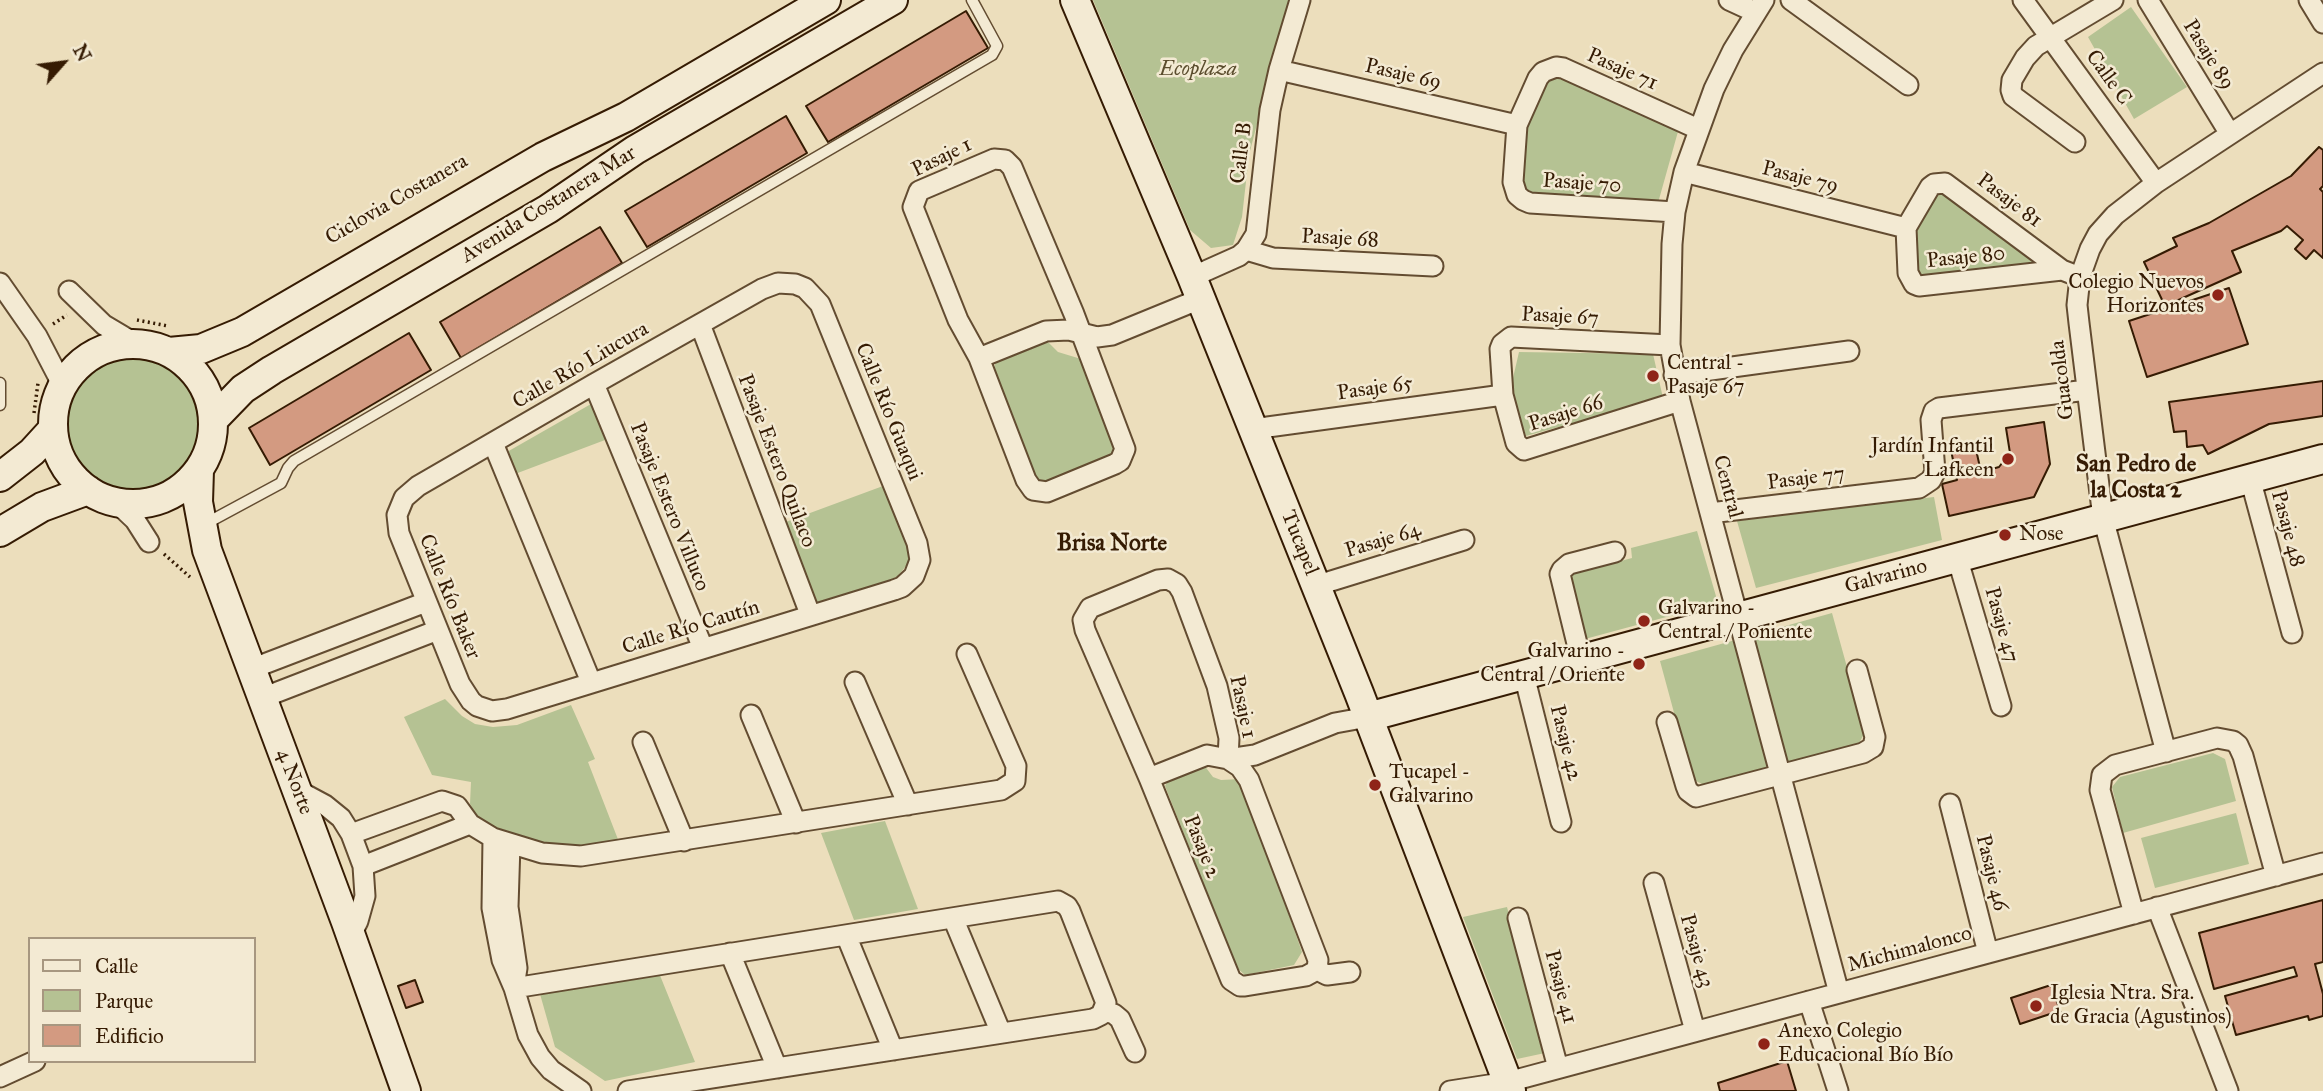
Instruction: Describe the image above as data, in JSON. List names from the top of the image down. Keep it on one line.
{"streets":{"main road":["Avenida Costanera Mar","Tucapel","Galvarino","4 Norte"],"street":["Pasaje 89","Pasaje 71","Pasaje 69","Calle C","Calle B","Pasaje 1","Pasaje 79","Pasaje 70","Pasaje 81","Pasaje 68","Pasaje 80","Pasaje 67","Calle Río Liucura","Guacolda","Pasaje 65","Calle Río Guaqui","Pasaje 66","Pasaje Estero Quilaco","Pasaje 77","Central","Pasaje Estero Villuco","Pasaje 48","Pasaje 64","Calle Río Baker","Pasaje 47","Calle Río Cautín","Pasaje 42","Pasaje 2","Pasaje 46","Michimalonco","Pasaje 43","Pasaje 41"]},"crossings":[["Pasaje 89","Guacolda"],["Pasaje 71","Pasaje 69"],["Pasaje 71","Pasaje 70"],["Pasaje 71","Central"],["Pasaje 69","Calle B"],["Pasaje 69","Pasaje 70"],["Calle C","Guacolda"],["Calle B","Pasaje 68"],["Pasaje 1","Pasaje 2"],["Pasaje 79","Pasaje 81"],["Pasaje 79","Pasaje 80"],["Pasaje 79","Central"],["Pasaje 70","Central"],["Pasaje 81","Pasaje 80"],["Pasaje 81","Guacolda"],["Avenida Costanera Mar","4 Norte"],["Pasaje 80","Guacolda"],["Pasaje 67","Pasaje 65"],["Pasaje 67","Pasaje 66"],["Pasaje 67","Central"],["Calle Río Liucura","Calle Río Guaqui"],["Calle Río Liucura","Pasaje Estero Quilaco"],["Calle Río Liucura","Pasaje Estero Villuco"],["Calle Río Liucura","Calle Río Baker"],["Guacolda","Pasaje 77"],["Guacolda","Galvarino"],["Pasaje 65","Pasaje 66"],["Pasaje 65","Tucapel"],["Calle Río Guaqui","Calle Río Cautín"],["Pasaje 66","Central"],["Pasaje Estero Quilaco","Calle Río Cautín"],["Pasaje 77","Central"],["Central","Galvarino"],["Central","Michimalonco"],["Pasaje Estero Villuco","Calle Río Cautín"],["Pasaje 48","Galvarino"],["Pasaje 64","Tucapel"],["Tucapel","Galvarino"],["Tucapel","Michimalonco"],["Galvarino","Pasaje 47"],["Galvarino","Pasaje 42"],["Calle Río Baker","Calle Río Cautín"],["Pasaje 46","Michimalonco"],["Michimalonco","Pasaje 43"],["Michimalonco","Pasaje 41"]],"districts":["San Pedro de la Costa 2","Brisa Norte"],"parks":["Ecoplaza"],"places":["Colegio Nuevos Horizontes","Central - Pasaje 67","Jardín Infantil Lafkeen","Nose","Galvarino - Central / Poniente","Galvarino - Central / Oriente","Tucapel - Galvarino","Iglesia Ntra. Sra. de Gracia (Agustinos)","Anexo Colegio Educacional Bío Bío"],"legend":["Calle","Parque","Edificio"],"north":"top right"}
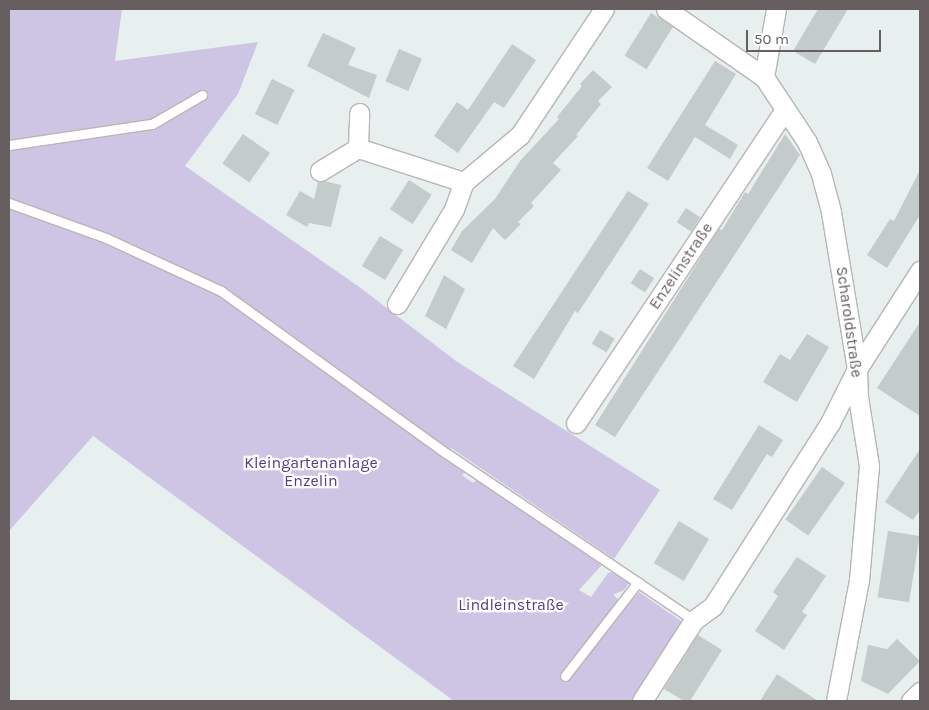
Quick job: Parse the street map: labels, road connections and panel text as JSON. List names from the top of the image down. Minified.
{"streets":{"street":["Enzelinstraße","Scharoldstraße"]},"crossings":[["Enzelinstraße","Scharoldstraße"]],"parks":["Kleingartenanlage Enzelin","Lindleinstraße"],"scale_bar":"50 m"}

● **TASK REQUIREMENTS**: In the listing above, find the line containing "Quick job: Parse", then reproduce it and each line after it through the end, exactly and with nothing added.

● **RESPONSE TO THE EXERCISE**:
Quick job: Parse the street map: labels, road connections and panel text as JSON. List names from the top of the image down. Minified.
{"streets":{"street":["Enzelinstraße","Scharoldstraße"]},"crossings":[["Enzelinstraße","Scharoldstraße"]],"parks":["Kleingartenanlage Enzelin","Lindleinstraße"],"scale_bar":"50 m"}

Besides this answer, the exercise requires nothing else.